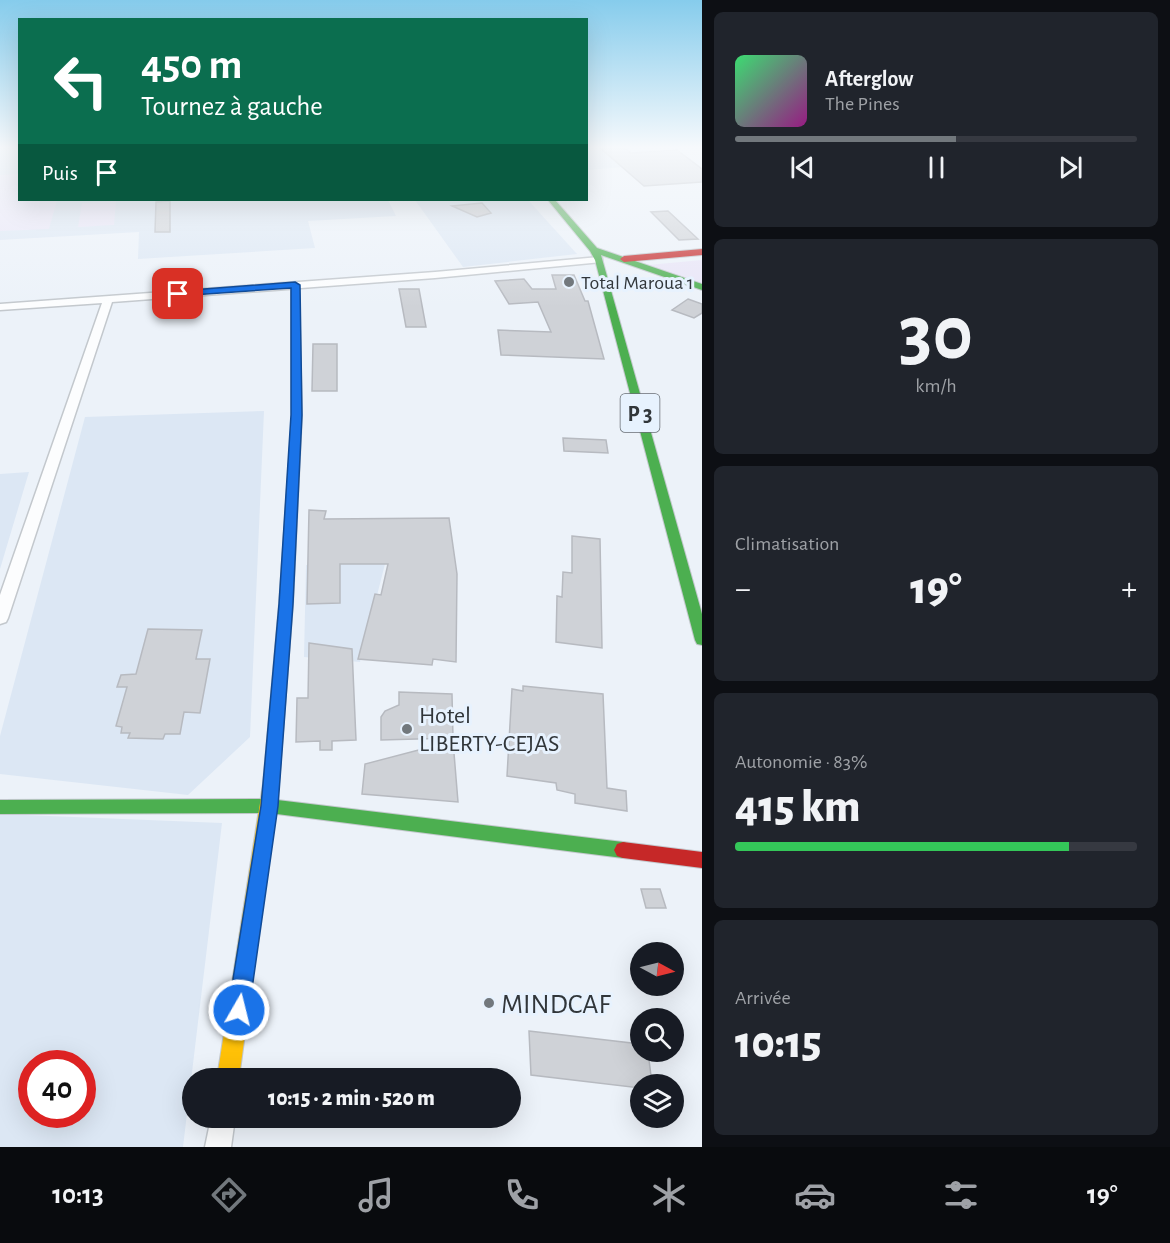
<!DOCTYPE html>
<html lang="fr">
<meta charset="utf-8">
<style>
:root{--surface:#171b24;--page:#20242c;--text:#f1f3f6;--muted:#9ea1a6;--line:#363941;--accent:#72787d}
body{margin:0;font-family:"Alegreya Sans",sans-serif;background:var(--page);color:var(--text);height:100vh;display:flex;flex-direction:column;font-size:22px;white-space:nowrap}
*{box-sizing:border-box;margin:0}
p{font-size:20px;color:var(--muted)}
.icon{flex:none;width:33px;height:33px;fill:none;stroke:currentColor;stroke-width:2;stroke-linecap:round;stroke-linejoin:round}
.map{position:relative;flex:1;overflow:hidden}
.sheet{display:flex;flex-direction:column;gap:12px;padding:12px;background:#0d0f14;width:468px}
.sheet>*{flex:none}
.hud{position:absolute;left:18px;top:18px;width:570px;height:183px;border-radius:0px;box-shadow:0 6px 24px #0002;background:#0b6e4f;color:#fff;overflow:hidden}
.needle{width:39px;rotate:97deg}
.fabs{position:absolute;left:630px;top:942px;display:grid;gap:12px}
.fabs a{display:grid;place-items:center;width:54px;height:54px;border-radius:50%;background:var(--surface);box-shadow:0 6px 24px #0002;font-size:30px}
.speed{position:absolute;left:18px;top:1050px;display:flex;gap:12px;font-size:30px;font-weight:700;text-align:center}
.speed>*{display:grid;place-content:center;width:78px;height:78px;border-radius:50%;background:var(--surface);box-shadow:0 6px 24px #0002;line-height:1}
.speed .limit{border:9px solid #d22;background:#fff;color:#111}
.pin{position:absolute;display:grid;place-items:center;width:51px;height:51px;color:#fff;margin:-26px;border-radius:12px;box-shadow:0 3px 9px #0006}
.me{position:absolute;width:66px;margin:-33px;rotate:8deg;stroke-linejoin:round;filter:drop-shadow(0 0 4px #0008)}
.turn{display:flex;align-items:center;gap:21px;height:126px;padding:0 24px;font-size:27px}
.turn .icon{width:78px;height:78px;stroke-width:2.5}
.turn b{display:block;font-size:42px;line-height:51px}
.then{display:flex;align-items:center;height:57px;padding:0 24px;background:#0003;gap:12px;font-size:22px}
.big{font-size:45px;font-weight:800;line-height:1.1}
.sheet .tile{flex:1;display:flex;flex-direction:column;justify-content:center;gap:9px;min-width:0;padding:0 21px;border-radius:9px;background:var(--page)}
.sheet .dial{align-items:center;gap:0}
.dial b{font-size:78px;line-height:1}
.song{display:flex;align-items:center;gap:18px}
.cover{width:72px;height:72px;border-radius:9px;background:linear-gradient(135deg,hsl(140 70% 55%),hsl(310 70% 35%))}
.played{height:6px;border-radius:3px;background:linear-gradient(90deg,var(--accent) 55%,var(--line) 55%)}
.keys{display:flex;justify-content:space-around;direction:ltr}
.heat{display:flex;justify-content:space-between;align-items:center;font-size:33px;direction:ltr}
.charge{height:9px;border-radius:4px;background:linear-gradient(90deg,#34c759 83%,var(--line) 0)}
.trip{position:absolute;left:182px;top:1068px;width:339px;height:60px;border-radius:30px;background:var(--surface);box-shadow:0 6px 24px #0002;font-weight:800;line-height:60px;text-align:center}
.tab-bar{display:flex;height:96px;justify-content:space-around;align-items:center;background:#090b0e;color:var(--muted)}
.tab-bar .icon{width:42px;height:42px}
.tab-bar .current{color:var(--accent)}
.tab-bar b{font-size:27px;color:var(--text)}
main{display:flex;flex:1;min-height:0}
.map>svg:first-child{display:block}
.built{fill:#dce7f4;fill-rule:evenodd}
.green{fill:#e9e5f7}
.building{fill:#cfd2d7;stroke:#b7bac0;stroke-width:1.5}
.lines{fill:none;stroke-linecap:round;stroke-linejoin:round}
.street-casing{stroke:#c3c8cd;stroke-width:3}
.fast-casing{stroke:#c3c8cd;stroke-width:2}
.slow-casing{stroke:#c3c8cd;stroke-width:2}
.jam-casing{stroke:#c3c8cd;stroke-width:2}
.street{fill:#fcfdfe;fill-rule:evenodd}
.fast{fill:#4caf50;fill-rule:evenodd}
.slow{fill:#ffc107;fill-rule:evenodd}
.jam{fill:#c62828;fill-rule:evenodd}
.route{fill:#1a73e8;stroke:#114b97;stroke-width:1.5}
.poi-dot{fill:#72787d;stroke:#e7f2fe;stroke-width:2}
.labels{text-anchor:middle;stroke-width:6;stroke-linejoin:round;paint-order:stroke}
.far-poi-label{font-size:20px;fill:#31363a;stroke:#e7f2fe;text-anchor:start}
.shield{fill:#e7f2fe;stroke:#686e75;stroke-width:1.5}
.shield-label{font-size:22px;font-weight:bold;fill:#31363a}
.poi-label{font-size:24px;fill:#31363a;stroke:#e7f2fe;text-anchor:start}
.near-poi-label{font-size:28px;fill:#31363a;stroke:#e7f2fe;text-anchor:start}
</style>
<main>
<div class="map">
<svg width="702" height="1147" viewBox="0 0 702 1147">
<rect width="100%" height="100%" fill="#ecf2f9"/>
<!-- built -->
<path class="built" d="M0 147H19L20 200H388L396 216 308 221 315 248 138 259 139 232 0 240Z
M587 147H625L649 165 587 170Z
M415 200H528L577 254 463 267Z
M264 411 250 737 188 795 0 774V736L85 417Z
M29 472 0 569V474Z
M331 564H385L360 662 304 657 306 565Z
M0 814 222 823 183 1147H0ZM32 1064H82V1114H32Z"/>
<!-- green -->
<path class="green" d="M19 174 20 200H57L49 229 0 231V175Z
M116 201 114 225 78 227 82 203Z
M702 260V284L648 265Z"/>
<!-- building -->
<path class="building" d="M599 147H623L631 153 677 150 702 169V182L644 186Z
M170 201V232H155L156 202Z
M482 203 491 213 477 217 452 206Z
M668 211 698 239 679 240 651 212Z
M552 275H574L585 301H588L604 359 501 355 498 330 551 332 538 302 509 304 495 281 524 279 532 289H556Z
M399 289H419L426 327H406Z
M688 299 702 304V313L694 318 672 310Z
M313 344H337V391H312Z
M563 438 606 440 608 453 564 451Z
M309 510 326 511 324 519 449 518 457 574 456 662 433 659 432 665 358 659 375 594 381 595 388 564H340V603L307 604Z
M572 536 600 539 602 648 556 642 557 596 562 597 563 572 572 573Z
M148 629 202 630 196 659H210L200 713 184 712 180 734H165L163 739 128 738 130 733H121L122 727 116 726 127 687H117L121 675 136 674Z
M309 643 352 649 356 740 332 741V750H320V741L296 742 297 698H308Z
M523 686 603 694 607 788 626 791 627 811 575 803V794L557 790 556 783 507 776 512 689 523 691Z
M399 692 452 694 453 738 381 740V717L385 711 399 705Z
M453 741 458 802 362 794 365 764Z
M641 889H660L666 908H646Z
M529 1031 640 1044V1052H648L652 1084H640V1088L531 1075Z"/>
<g class="lines">
<!-- street casing -->
<g class="street-casing">
<path id="street" d="M599 257 602 258V262L435 278 112 302 8 618 6 622 0 624V595L102 303 0 310V304L435 272Z
M211 1118H235L231 1147H205Z"/>
</g>
<!-- fast casing -->
<g class="fast-casing">
<path id="fast" d="M548 200H555L597 248 702 284V290L601 255 702 614V645L697 644 695 640 595 260 590 251Z
M295 282 299 285 302 415 293 604 279 784 277 789 271 791 265 789 263 784 279 604 292 415 291 285Z
M269 799 623 842 629 844 632 850 629 856 623 858 269 813 0 814V800Z"/>
</g>
<!-- slow casing -->
<g class="slow-casing">
<path id="slow" d="M271 777 277 779 279 784 239 1078H217L263 784 265 779Z"/>
</g>
<!-- jam casing -->
<g class="jam-casing">
<path id="jam" d="M702 249V255L624 262 620 259 624 256Z
M623 842 702 852V868L623 858 617 856 614 850 617 844Z"/>
</g>
<!-- street -->
<use href="#street" class="street"/>
<!-- fast -->
<use href="#fast" class="fast"/>
<!-- slow -->
<use href="#slow" class="slow"/>
<!-- jam -->
<use href="#jam" class="jam"/>
</g>
<!-- sky -->
<linearGradient id="sky" x2="0" y2="1"><stop stop-color="#86ccec"/><stop offset="0.48" stop-color="#f6f9fc"/><stop offset="1" stop-color="#f6f9fc" stop-opacity="0"/></linearGradient>
<rect width="702" height="307" fill="url(#sky)"/>
<!-- route -->
<path class="route" d="M295 282 300 285 302 415 293 604 278 806 249 1010 246 1018 239 1021 231 1018 228 1010 261 806 279 604 291 415V288L178 296 173 294 178 291Z"/>
<!-- markers -->
<g class="poi-dot">
<circle cx="569" cy="282" r="6"/>
<circle cx="407" cy="729" r="6"/>
<circle cx="489" cy="1003" r="6"/>
</g>
<g class="labels">
<!-- far-poi labels -->
<g class="far-poi-label">
<text x="581" y="289">Total Maroua 1</text>
</g>
<!-- shield labels -->
<rect class="shield" x="620.5" y="394" width="39" height="38" rx="4.5"/>
<g class="shield-label">
<text x="640" y="421">P 3</text>
</g>
<!-- poi labels -->
<g class="poi-label">
<text x="419" y="723">Hotel<tspan x="419" dy="28">LIBERTY-CEJAS</tspan></text>
</g>
<!-- near-poi labels -->
<g class="near-poi-label">
<text x="501" y="1013">MINDCAF</text>
</g>
</g>
</svg>
<div class="fabs">
<a><svg class="needle" viewBox="-14 -14 28 28"><path d="M0-13l5 13h-10z" fill="#e53935"/><path d="M0 13l5-13h-10z" fill="#9ea1a6"/></svg></a>
<a><svg class="icon" aria-label="search" viewBox="0 0 24 24"><circle cx="10" cy="10" r="6"/><path d="M15 15l6 6"/></svg></a>
<a><svg class="icon" aria-label="layers" viewBox="0 0 24 24"><path d="M12 4l9 5-9 5-9-5zM3 14l9 5 9-5"/></svg></a>
</div>
<div class="speed"><div class="limit">40</div></div>
<div class="pin" style="left:178px;top:294px;background:#d93025"><svg class="icon" aria-label="arrive" viewBox="0 0 24 24"><path d="M6 21V4h12l-3 4 3 4H6"/></svg></div>
<svg class="me" style="left:239px;top:1010px" viewBox="-20 -20 40 40"><circle r="17" fill="#1a73e8" stroke="#fff" stroke-width="3"/><path d="M0-11L8 9 0 5-8 9z" fill="#fff"/></svg>
<div class="trip">10:15 · 2 min · 520 m</div>
<div class="hud">
<div class="turn"><svg class="icon" aria-label="left" viewBox="0 0 24 24"><path d="M17 20v-9H6M10 6l-5 5 5 5"/></svg><div><b>450 m</b>Tournez à gauche</div></div>
<div class="then">Puis<svg class="icon" aria-label="arrive" viewBox="0 0 24 24"><path d="M6 21V4h12l-3 4 3 4H6"/></svg></div>
</div>
</div>
<section class="sheet">
<div class="tile">
<div class="song"><i class="cover"></i><div><b>Afterglow</b><p>The Pines</p></div></div>
<div class="played"></div>
<div class="keys"><svg class="icon" aria-label="previous" viewBox="0 0 24 24"><path d="M18 5L8 12l10 7zM5 5v14"/></svg><svg class="icon" aria-label="pause" viewBox="0 0 24 24"><path d="M8 5v14M16 5v14"/></svg><svg class="icon" aria-label="next" viewBox="0 0 24 24"><path d="M6 5l10 7-10 7zM19 5v14"/></svg></div>
</div>
<div class="tile dial"><b>30</b><p>km/h</p></div>
<div class="tile"><p>Climatisation</p>
<div class="heat"><a>−</a><b class="big">19°</b><a>+</a></div>
</div>
<div class="tile"><p>Autonomie · 83%</p><b class="big">415 km</b><div class="charge"></div></div>
<div class="tile"><p>Arrivée</p><b class="big">10:15</b></div>
</section>
</main>
<nav class="tab-bar">
<b>10:13</b>
<svg class="icon current" aria-label="directions" viewBox="0 0 24 24"><path d="M12 3l9 9-9 9-9-9zM9 14v-3h6M13 9l2 2-2 2"/></svg>
<svg class="icon" aria-label="music" viewBox="0 0 24 24"><path d="M9 18V5l10-2v13"/><circle cx="6" cy="18" r="3"/><circle cx="16" cy="16" r="3"/></svg>
<svg class="icon" aria-label="phone" viewBox="0 0 24 24"><path d="M5 4h4l2 5-3 2q2 4 5 5l2-3 5 2v4C11 20 4 13 5 4z"/></svg>
<svg class="icon" aria-label="climate" viewBox="0 0 24 24"><path d="M12 3v18M4 7l16 10M4 17L20 7"/></svg>
<svg class="icon" aria-label="car" viewBox="0 0 24 24"><path d="M5 17H2v-5l4-1 3-4h7l3 4 3 1v5h-3M9 17h6M6 11h13"/><circle cx="7" cy="17" r="2"/><circle cx="17" cy="17" r="2"/></svg>
<svg class="icon" aria-label="filters" viewBox="0 0 24 24"><path d="M4 7h16M4 17h16"/><circle cx="9" cy="7" r="2"/><circle cx="15" cy="17" r="2"/></svg>
<b>19°</b>
</nav>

* [Exercise goal]: Give only the number of lines in the records that include the word "fabs".

* [Final answer]: 3